## DATASET EXCERPTS
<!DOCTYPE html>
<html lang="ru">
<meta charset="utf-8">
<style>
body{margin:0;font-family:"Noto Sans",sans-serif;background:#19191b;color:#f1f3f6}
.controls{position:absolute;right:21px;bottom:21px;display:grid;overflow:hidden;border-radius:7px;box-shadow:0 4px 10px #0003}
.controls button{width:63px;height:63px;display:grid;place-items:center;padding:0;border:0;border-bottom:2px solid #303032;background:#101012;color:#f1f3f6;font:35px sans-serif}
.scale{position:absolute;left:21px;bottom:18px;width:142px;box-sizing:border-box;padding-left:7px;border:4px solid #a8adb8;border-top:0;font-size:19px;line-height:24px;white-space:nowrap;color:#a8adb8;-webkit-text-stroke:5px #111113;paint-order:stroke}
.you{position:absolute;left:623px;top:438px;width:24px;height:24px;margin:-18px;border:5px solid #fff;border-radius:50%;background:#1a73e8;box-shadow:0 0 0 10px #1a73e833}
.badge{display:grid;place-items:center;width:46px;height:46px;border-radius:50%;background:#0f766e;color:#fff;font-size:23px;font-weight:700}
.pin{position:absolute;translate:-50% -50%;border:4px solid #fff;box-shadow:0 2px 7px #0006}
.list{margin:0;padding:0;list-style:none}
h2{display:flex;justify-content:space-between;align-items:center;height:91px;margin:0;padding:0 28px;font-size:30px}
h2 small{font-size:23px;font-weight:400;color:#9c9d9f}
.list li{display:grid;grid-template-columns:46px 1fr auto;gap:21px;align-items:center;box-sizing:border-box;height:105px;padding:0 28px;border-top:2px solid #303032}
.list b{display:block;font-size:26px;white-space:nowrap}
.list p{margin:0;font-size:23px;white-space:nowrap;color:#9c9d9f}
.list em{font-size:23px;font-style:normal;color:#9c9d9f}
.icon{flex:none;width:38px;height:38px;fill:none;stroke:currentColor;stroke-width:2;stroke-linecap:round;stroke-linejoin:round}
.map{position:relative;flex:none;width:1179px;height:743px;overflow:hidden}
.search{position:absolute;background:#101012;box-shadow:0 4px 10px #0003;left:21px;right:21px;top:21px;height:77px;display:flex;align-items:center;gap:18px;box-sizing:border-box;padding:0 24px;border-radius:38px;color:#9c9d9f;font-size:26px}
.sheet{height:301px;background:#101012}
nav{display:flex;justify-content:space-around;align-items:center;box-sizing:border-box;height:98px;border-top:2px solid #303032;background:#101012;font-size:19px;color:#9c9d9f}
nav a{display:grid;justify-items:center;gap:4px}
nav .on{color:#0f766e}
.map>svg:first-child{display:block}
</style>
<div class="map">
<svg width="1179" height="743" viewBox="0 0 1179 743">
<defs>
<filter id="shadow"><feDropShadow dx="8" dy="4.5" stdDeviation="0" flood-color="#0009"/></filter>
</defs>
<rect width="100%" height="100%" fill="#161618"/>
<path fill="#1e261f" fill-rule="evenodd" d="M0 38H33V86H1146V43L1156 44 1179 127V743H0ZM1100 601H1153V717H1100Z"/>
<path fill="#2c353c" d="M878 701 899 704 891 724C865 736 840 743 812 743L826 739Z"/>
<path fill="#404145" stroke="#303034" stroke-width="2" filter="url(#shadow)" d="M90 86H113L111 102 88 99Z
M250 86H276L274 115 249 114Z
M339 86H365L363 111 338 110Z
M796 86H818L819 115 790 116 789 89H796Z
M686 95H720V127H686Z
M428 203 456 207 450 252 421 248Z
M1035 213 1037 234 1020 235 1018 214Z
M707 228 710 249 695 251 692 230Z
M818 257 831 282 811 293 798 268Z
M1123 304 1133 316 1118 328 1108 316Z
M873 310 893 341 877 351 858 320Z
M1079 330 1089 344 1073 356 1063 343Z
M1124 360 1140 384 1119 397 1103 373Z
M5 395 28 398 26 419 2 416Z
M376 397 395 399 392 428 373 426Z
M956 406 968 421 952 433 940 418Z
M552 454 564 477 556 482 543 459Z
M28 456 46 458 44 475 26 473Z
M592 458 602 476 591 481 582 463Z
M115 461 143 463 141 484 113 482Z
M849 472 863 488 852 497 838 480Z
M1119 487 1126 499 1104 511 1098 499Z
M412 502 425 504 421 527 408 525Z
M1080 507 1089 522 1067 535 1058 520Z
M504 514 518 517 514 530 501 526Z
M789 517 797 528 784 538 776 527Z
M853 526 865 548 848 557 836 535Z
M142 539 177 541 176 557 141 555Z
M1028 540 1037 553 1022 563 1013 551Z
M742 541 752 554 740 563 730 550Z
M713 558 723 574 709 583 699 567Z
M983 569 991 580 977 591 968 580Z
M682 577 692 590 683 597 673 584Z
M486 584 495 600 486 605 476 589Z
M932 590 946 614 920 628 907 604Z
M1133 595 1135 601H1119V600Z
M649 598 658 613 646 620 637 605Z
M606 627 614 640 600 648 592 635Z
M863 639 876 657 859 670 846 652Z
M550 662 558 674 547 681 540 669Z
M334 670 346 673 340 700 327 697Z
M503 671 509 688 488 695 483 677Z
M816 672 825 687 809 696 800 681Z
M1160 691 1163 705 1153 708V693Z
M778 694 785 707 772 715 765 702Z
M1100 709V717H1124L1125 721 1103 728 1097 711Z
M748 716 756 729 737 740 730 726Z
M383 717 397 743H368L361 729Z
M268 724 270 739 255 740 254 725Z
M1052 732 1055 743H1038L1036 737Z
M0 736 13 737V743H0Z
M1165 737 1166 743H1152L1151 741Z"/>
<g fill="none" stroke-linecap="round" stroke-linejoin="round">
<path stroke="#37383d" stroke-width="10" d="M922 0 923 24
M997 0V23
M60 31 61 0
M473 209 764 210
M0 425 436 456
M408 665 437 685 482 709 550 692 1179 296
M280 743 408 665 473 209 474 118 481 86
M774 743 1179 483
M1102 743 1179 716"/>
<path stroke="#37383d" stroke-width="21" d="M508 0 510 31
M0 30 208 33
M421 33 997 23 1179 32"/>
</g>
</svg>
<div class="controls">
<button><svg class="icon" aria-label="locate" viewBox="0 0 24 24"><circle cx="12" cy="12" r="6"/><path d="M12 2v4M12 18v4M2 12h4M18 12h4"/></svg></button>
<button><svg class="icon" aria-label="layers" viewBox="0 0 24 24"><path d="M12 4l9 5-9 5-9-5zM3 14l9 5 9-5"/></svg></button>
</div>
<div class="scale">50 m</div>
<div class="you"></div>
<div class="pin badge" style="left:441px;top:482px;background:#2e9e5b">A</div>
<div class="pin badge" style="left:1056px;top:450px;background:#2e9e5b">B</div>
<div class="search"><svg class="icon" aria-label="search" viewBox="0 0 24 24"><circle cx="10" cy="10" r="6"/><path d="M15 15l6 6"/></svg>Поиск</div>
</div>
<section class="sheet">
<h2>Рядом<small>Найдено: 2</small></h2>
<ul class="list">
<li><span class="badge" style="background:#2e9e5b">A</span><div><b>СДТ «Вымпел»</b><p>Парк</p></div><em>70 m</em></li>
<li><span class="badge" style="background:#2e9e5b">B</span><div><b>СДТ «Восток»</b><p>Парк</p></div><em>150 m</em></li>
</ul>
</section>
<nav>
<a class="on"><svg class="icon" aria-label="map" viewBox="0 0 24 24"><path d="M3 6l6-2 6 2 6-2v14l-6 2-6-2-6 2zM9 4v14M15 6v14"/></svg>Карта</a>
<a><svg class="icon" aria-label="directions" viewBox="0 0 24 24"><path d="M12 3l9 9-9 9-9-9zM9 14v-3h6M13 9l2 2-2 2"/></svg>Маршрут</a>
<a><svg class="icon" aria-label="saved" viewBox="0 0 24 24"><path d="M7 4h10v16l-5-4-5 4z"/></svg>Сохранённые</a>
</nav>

## EXERCISE BRIEF
Referring to the material above, set down exactly the lines between the line with "M707 228 710 249 695 251 692 230Z" and the line with "M28 456 46 458 44 475 26 473Z", inclusive, and no other lines.

## ANSWER SPACE
M707 228 710 249 695 251 692 230Z
M818 257 831 282 811 293 798 268Z
M1123 304 1133 316 1118 328 1108 316Z
M873 310 893 341 877 351 858 320Z
M1079 330 1089 344 1073 356 1063 343Z
M1124 360 1140 384 1119 397 1103 373Z
M5 395 28 398 26 419 2 416Z
M376 397 395 399 392 428 373 426Z
M956 406 968 421 952 433 940 418Z
M552 454 564 477 556 482 543 459Z
M28 456 46 458 44 475 26 473Z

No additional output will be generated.